Really enjoyed this season, particularly the latter half after the election bit was out of the way. Initially, I wasn't too impressed with the first few episodes. It felt a bit like watching
24, that is to say it had long since jumped the shark and become formulaic, and I was watching out of habit more than anything, able to predict what would happen way in advance. But once Frank was sworn in, it all ramped back into the high gear I remember from seasons 1 and 2, and it was great. I
did call who Tom's source was quite early on, but otherwise I didn't see the final plan coming together. And what a great direction for the show, President Claire Underwood.
It is funny and a little terrifying that a show that once seemed so ridiculous and far fetched, and left you asking how the public would ever swallow such a leader, now seems almost tame by comparison. The post-facts politics of reality has almost left
House of Cards looking slightly quaint, an AU in which people still care about things the President might have done wrong.

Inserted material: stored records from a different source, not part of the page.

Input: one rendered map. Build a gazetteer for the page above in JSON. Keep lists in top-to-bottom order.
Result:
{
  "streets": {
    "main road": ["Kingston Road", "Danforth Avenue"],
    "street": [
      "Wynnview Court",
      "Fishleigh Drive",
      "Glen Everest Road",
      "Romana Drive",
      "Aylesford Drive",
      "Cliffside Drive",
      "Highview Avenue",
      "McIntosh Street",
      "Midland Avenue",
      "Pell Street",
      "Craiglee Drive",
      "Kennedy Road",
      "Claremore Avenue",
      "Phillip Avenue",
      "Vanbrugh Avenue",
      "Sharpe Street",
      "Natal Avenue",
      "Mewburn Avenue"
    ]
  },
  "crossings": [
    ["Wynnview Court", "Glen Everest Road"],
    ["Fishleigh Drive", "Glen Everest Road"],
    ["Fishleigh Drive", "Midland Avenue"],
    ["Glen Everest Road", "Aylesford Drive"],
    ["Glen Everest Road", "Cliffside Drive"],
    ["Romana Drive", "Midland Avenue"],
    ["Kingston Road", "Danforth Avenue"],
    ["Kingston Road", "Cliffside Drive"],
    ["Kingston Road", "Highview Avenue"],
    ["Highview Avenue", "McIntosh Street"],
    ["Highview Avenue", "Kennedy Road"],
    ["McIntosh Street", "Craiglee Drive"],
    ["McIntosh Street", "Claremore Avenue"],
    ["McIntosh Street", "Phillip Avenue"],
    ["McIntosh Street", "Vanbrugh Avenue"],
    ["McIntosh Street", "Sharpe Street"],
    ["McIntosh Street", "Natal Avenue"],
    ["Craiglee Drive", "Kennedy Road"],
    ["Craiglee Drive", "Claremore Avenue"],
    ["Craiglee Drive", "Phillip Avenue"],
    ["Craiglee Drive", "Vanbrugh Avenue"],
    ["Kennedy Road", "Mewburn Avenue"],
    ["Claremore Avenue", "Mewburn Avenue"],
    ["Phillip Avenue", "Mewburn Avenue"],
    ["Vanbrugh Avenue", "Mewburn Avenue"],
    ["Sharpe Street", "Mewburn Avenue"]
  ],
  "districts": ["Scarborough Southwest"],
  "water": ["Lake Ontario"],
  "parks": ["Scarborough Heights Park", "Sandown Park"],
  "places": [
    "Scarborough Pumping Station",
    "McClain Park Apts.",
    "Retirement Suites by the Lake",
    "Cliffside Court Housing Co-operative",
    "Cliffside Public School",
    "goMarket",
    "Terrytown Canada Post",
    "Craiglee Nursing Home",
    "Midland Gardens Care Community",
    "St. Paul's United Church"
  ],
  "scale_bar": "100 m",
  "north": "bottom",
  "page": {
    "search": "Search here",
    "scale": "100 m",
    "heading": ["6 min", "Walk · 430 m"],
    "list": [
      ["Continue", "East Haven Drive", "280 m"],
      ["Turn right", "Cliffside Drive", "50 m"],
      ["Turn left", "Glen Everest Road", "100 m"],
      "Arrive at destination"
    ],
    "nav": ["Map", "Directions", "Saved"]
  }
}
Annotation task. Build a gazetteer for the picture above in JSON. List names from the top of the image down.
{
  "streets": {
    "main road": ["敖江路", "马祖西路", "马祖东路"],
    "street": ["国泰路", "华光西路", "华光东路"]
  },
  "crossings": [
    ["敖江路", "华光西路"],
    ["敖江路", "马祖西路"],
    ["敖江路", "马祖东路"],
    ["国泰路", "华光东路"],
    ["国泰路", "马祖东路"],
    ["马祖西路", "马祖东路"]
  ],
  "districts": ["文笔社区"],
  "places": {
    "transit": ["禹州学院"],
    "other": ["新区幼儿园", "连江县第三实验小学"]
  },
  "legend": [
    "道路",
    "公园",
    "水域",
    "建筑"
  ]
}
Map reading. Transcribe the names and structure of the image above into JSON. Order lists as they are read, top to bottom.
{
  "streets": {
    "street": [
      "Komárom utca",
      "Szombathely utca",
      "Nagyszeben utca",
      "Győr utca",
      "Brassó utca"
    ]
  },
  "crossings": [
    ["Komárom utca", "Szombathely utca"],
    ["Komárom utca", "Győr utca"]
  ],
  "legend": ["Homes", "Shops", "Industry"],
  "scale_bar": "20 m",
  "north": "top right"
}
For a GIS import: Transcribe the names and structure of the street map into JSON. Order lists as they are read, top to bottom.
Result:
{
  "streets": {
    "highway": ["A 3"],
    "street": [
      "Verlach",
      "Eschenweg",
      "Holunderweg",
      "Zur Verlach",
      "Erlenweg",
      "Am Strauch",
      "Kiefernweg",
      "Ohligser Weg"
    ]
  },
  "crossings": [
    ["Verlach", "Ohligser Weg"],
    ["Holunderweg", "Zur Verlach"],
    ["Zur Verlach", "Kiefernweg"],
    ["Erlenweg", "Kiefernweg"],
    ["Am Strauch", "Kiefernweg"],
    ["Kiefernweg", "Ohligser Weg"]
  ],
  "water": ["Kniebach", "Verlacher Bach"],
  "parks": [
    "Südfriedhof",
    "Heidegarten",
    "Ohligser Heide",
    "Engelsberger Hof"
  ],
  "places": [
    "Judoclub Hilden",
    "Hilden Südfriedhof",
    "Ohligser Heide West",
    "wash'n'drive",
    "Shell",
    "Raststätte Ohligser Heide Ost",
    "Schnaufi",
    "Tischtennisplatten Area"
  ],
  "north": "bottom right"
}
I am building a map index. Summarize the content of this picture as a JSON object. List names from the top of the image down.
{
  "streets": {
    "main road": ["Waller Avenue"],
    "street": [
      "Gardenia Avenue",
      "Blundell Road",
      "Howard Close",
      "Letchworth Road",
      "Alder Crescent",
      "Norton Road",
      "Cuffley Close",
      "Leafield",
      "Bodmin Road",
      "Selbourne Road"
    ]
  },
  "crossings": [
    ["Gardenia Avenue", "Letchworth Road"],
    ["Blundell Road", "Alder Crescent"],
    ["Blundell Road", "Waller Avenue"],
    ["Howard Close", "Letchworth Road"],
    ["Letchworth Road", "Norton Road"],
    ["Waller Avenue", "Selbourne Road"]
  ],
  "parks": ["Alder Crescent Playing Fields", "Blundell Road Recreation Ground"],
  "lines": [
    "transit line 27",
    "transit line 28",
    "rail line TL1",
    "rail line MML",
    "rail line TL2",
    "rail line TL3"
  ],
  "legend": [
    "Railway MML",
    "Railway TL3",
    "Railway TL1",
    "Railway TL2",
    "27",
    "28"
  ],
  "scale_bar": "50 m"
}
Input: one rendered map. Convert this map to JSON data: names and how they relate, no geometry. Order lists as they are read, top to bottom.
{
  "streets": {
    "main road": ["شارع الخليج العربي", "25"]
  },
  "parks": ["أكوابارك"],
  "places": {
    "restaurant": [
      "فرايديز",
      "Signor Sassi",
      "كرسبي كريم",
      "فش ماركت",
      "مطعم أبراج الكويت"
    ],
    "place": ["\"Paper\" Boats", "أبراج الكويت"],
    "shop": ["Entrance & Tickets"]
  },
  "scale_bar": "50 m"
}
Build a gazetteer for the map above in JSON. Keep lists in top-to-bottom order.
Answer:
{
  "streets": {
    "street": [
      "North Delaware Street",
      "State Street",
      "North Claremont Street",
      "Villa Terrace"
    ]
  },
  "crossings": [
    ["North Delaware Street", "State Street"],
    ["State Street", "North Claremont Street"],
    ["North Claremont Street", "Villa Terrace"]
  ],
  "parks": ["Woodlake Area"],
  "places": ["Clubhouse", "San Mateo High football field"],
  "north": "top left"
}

Favourite moment of the season was Claire turning to the camera and doing Frank's Shakespearean aside. A huge foreshadowing that she was about to become our main focus. Could it even be said that
House of Cards has been the story of Claire Underwood all along? When we thought we were watching Frank gain power, were we actually watching Claire play the long game?
And was she really still unconscious (or kept quiet) during that whole time during the last two episodes? A bit farfetched even for this show.
My take was that Cathy took it as a warning, a 'if you testify, you won't wake up next time' and used her health as a way to delay testifying in the hope that something would come up, which it did. Cathy was privy to some of the Underwood machine by that point but that was her first taste of just how far Francis would go to retain power.
Just my own little theory, but I think it's because Frank has already become dissatisfied with the level of power the Presidency affords. He, at first, saw it as the brass ring, the ultimate achievement of power, but once he got there and realized how hamstrung he was at every level, it simply was no longer enough, so Frank lost just enough respect for the office to not care whether or not the people around him addressed him as Mr. President or not. See, when Freddy called him Frank, he had done it right after Francis had achieved his initial goal, so he was riding high.
I think this is very well reasoned, and I think the key theme of this season - the world was not enough. He thought that if he could be President, it would all fall in his lap, but it didn't. So he retained the office for Claire, making sure she got the top job permanently and intending to head out to where he saw the real power as being. I think a key sequence that didn't seem so important at the time was his visit to the retreat with the powerful men - I think he saw at that point how powerless a President truly was. He's always been consistent in his belief that power is more important than anything: money, fame, or titles.